# [The task]
For each line of the data below that holds "shadow", copy the line.

# [Task data]
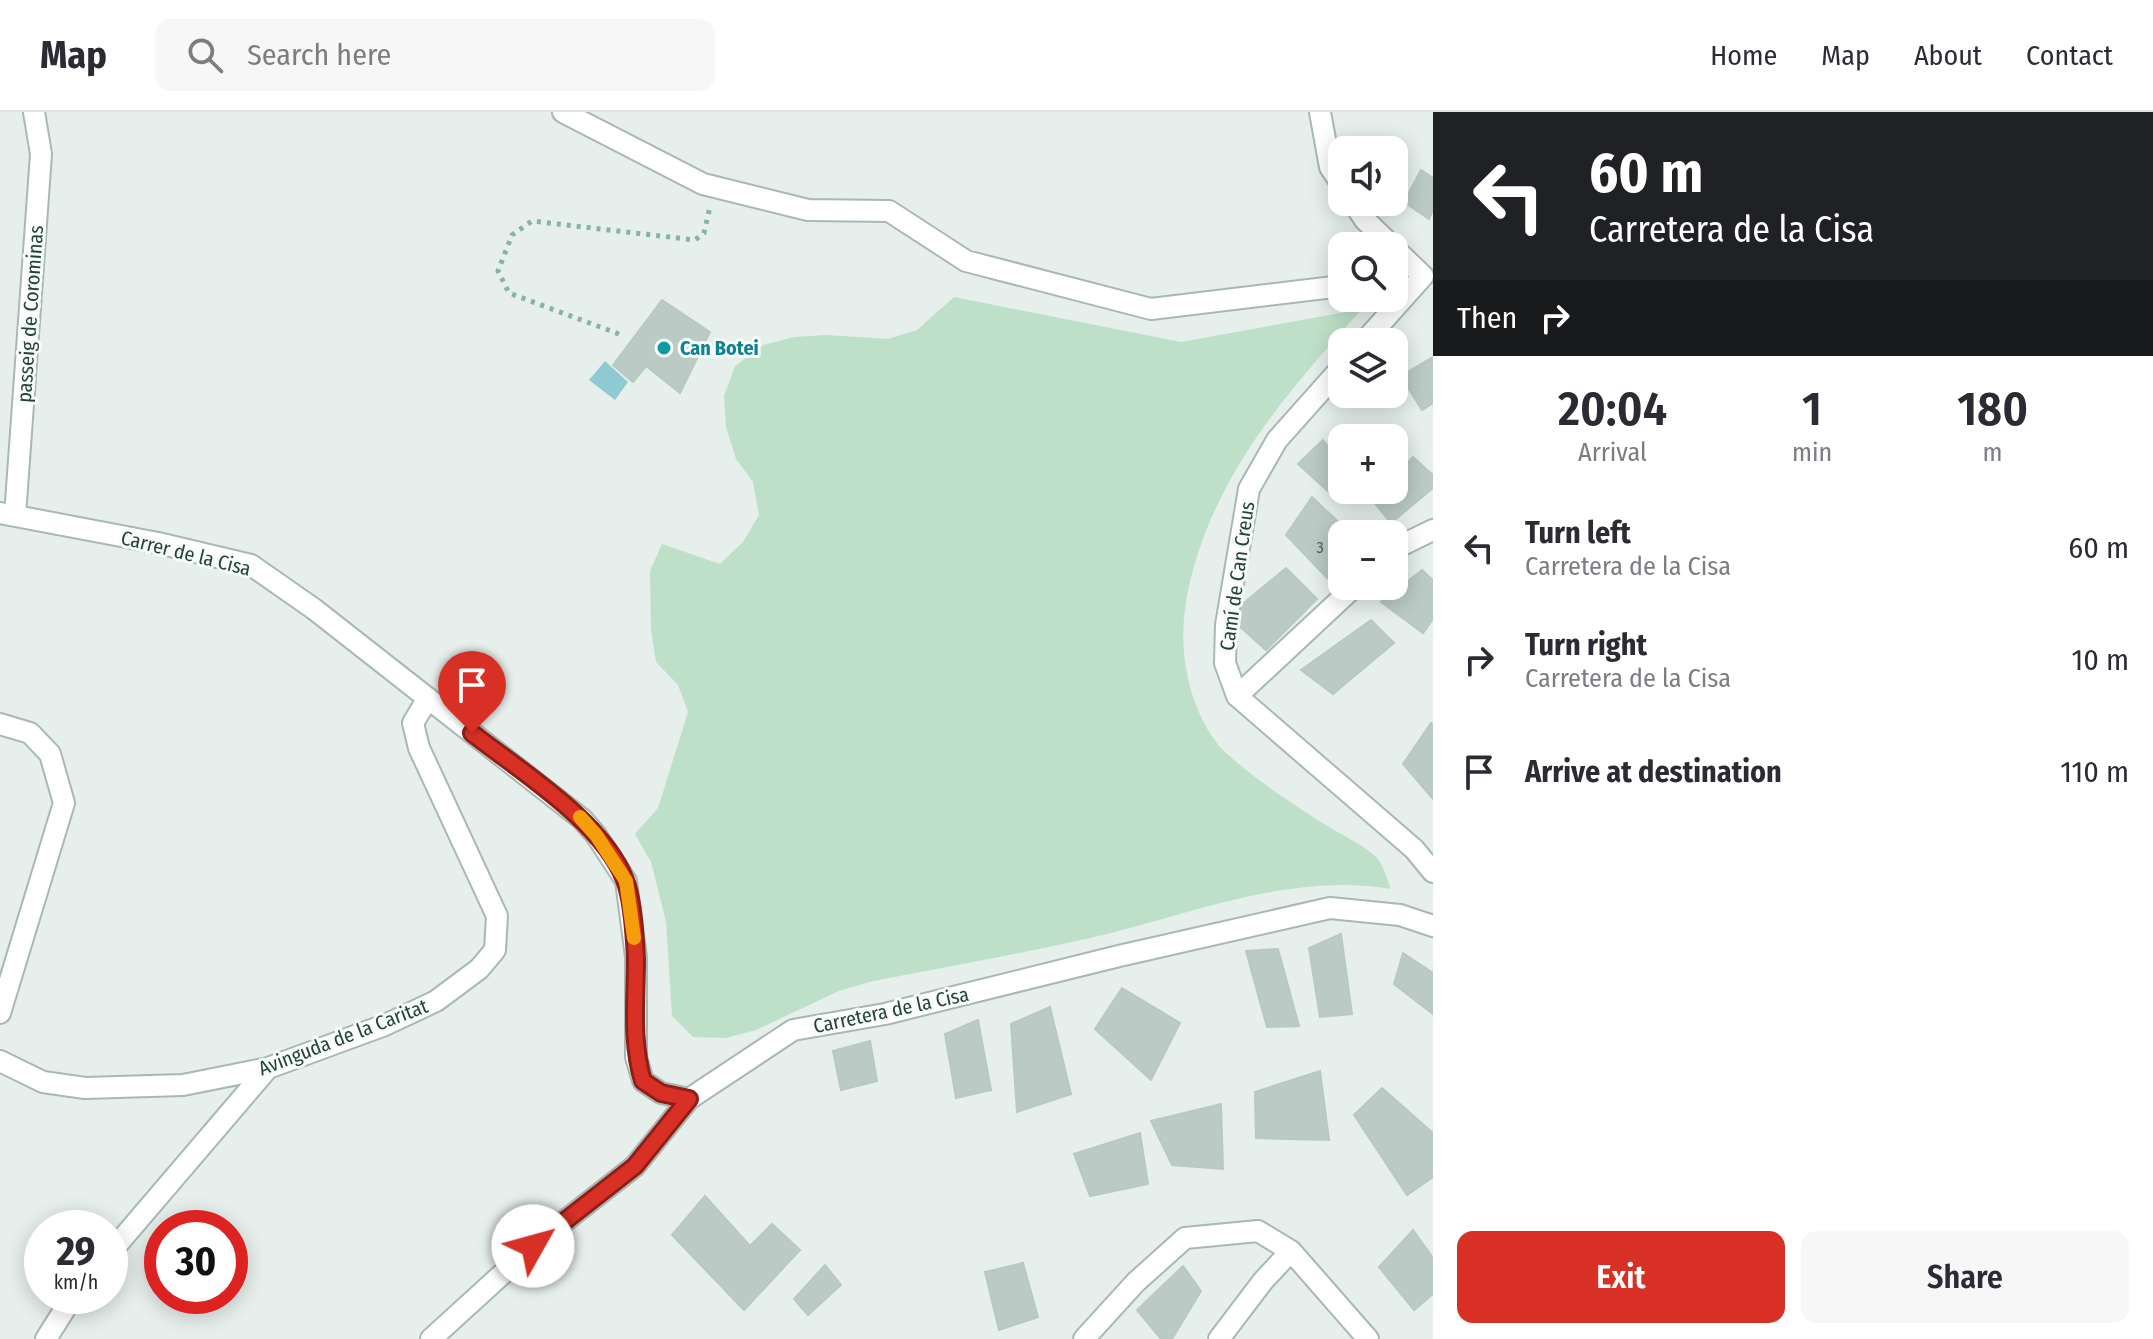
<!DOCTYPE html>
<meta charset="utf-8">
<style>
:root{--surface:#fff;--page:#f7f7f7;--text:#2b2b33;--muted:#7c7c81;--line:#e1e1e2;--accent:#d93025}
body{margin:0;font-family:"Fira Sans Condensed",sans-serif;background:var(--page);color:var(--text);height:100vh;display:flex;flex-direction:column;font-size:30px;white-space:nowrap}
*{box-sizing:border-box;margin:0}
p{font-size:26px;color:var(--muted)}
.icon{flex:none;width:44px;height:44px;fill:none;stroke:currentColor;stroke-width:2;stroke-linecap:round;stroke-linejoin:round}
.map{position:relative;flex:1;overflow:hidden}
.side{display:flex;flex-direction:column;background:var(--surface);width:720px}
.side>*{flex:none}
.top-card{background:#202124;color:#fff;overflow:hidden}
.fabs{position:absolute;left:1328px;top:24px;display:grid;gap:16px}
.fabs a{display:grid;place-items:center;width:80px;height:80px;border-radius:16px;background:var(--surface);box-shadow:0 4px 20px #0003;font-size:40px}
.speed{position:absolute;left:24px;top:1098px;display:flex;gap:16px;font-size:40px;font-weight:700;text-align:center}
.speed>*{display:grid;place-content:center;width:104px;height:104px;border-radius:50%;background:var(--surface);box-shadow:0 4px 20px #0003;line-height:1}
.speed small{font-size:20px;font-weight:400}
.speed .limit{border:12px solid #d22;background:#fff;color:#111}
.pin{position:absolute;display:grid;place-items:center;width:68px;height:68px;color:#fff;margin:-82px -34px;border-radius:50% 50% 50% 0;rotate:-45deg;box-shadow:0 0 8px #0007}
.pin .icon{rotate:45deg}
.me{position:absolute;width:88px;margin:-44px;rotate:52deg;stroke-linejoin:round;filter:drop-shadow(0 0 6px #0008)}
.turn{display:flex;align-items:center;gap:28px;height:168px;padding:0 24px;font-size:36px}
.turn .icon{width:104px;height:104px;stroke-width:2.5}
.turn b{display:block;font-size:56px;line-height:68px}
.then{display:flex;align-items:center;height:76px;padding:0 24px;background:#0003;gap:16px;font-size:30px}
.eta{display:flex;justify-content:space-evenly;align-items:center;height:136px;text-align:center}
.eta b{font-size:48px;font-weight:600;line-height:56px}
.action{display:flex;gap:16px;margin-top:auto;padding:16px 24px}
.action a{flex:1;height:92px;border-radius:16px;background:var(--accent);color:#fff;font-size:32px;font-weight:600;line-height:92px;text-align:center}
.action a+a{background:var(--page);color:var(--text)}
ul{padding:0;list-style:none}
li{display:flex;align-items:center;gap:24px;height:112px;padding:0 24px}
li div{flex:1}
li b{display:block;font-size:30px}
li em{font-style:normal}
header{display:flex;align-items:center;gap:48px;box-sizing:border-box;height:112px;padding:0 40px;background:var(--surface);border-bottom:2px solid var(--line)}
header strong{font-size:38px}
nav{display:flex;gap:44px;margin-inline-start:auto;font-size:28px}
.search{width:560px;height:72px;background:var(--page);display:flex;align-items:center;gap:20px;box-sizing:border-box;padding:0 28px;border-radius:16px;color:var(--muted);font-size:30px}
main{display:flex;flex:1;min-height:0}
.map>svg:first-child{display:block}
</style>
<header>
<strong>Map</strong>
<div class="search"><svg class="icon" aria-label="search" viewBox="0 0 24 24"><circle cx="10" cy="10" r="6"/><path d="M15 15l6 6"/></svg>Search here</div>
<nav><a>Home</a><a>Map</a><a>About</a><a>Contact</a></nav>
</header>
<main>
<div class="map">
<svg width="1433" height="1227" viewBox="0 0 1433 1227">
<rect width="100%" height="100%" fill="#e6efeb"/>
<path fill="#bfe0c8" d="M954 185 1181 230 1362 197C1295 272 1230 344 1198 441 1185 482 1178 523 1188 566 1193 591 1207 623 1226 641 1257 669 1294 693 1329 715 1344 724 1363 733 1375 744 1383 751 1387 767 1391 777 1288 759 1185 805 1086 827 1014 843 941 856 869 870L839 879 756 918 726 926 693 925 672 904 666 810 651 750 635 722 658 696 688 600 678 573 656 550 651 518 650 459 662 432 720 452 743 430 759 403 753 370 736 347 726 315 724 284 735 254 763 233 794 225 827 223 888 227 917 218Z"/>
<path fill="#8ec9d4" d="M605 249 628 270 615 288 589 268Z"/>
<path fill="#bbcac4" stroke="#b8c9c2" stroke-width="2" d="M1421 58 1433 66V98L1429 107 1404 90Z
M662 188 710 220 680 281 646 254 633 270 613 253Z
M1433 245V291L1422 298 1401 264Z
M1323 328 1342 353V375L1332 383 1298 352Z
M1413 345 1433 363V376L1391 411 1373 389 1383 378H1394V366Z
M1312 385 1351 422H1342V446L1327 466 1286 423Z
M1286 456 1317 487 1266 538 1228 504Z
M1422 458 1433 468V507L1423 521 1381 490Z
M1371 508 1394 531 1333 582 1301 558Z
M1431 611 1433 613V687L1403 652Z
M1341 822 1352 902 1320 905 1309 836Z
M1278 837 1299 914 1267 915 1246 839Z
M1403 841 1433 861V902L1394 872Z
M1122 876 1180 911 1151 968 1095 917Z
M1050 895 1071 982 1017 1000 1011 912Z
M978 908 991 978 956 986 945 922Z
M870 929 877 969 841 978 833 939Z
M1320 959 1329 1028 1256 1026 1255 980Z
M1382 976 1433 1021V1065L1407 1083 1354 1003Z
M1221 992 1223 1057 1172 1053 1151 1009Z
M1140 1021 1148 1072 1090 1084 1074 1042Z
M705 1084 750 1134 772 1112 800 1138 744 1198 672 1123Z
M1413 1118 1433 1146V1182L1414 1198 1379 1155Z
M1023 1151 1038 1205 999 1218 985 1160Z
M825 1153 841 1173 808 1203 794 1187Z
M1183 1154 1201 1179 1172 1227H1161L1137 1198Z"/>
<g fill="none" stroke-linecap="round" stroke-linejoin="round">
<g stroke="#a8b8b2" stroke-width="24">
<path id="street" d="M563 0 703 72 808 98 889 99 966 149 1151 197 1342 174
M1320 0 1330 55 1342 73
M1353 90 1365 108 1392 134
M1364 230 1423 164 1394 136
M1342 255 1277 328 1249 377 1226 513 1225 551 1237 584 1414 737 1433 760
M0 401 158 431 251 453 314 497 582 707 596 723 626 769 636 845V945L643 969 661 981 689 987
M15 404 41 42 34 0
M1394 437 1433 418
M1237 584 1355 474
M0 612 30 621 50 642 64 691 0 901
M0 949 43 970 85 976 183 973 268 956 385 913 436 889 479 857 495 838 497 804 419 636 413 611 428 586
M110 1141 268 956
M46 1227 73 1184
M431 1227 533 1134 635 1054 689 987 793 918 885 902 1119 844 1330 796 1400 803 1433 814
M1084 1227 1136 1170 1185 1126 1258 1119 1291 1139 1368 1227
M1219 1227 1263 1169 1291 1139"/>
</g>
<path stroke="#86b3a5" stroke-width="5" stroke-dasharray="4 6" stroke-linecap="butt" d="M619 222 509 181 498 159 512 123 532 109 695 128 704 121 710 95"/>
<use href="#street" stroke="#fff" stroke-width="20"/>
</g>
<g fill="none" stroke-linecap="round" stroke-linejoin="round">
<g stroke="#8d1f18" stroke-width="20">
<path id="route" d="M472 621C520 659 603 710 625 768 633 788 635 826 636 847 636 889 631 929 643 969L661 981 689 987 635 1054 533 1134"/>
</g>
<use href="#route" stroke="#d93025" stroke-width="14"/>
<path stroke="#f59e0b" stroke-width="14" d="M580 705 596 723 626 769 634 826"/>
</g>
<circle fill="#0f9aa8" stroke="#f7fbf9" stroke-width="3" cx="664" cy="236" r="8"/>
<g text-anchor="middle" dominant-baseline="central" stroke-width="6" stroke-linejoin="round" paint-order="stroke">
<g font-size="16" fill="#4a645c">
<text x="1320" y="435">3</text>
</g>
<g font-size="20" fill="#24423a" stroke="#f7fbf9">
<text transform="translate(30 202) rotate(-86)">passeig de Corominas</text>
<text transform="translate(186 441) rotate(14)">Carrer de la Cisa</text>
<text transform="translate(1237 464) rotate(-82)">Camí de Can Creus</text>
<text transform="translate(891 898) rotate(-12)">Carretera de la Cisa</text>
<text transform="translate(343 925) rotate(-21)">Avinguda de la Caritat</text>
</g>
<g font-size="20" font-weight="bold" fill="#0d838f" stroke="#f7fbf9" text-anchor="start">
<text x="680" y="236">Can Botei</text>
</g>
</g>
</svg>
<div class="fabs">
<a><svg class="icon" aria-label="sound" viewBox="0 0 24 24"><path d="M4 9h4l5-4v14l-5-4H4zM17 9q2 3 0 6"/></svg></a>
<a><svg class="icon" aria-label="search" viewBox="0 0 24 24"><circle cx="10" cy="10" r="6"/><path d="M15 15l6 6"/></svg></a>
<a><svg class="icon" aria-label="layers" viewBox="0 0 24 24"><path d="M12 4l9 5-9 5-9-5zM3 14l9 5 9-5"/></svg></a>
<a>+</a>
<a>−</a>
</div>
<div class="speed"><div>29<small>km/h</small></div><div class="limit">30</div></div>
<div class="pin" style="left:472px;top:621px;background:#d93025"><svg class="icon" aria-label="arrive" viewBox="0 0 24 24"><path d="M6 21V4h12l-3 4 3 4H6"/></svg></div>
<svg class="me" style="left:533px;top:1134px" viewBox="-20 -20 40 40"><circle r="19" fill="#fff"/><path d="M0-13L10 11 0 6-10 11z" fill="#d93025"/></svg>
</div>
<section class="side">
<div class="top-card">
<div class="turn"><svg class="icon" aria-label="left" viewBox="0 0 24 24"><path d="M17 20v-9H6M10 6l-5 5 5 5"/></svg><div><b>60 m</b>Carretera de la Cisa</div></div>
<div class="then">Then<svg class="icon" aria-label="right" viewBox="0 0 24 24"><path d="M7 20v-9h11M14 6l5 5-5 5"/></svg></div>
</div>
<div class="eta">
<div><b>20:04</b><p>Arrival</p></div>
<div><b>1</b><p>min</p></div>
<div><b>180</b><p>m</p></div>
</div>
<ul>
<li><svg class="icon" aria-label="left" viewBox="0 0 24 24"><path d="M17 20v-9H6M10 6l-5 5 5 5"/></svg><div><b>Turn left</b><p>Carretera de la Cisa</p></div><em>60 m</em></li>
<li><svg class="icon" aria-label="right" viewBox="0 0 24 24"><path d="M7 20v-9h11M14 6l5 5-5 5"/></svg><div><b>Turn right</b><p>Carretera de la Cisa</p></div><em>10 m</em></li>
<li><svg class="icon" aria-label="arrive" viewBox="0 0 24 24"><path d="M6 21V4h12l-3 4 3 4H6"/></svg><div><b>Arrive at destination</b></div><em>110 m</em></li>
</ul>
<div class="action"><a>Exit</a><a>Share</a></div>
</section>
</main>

# [Output below]
.fabs a{display:grid;place-items:center;width:80px;height:80px;border-radius:16px;background:var(--surface);box-shadow:0 4px 20px #0003;font-size:40px}
.speed>*{display:grid;place-content:center;width:104px;height:104px;border-radius:50%;background:var(--surface);box-shadow:0 4px 20px #0003;line-height:1}
.pin{position:absolute;display:grid;place-items:center;width:68px;height:68px;color:#fff;margin:-82px -34px;border-radius:50% 50% 50% 0;rotate:-45deg;box-shadow:0 0 8px #0007}
.me{position:absolute;width:88px;margin:-44px;rotate:52deg;stroke-linejoin:round;filter:drop-shadow(0 0 6px #0008)}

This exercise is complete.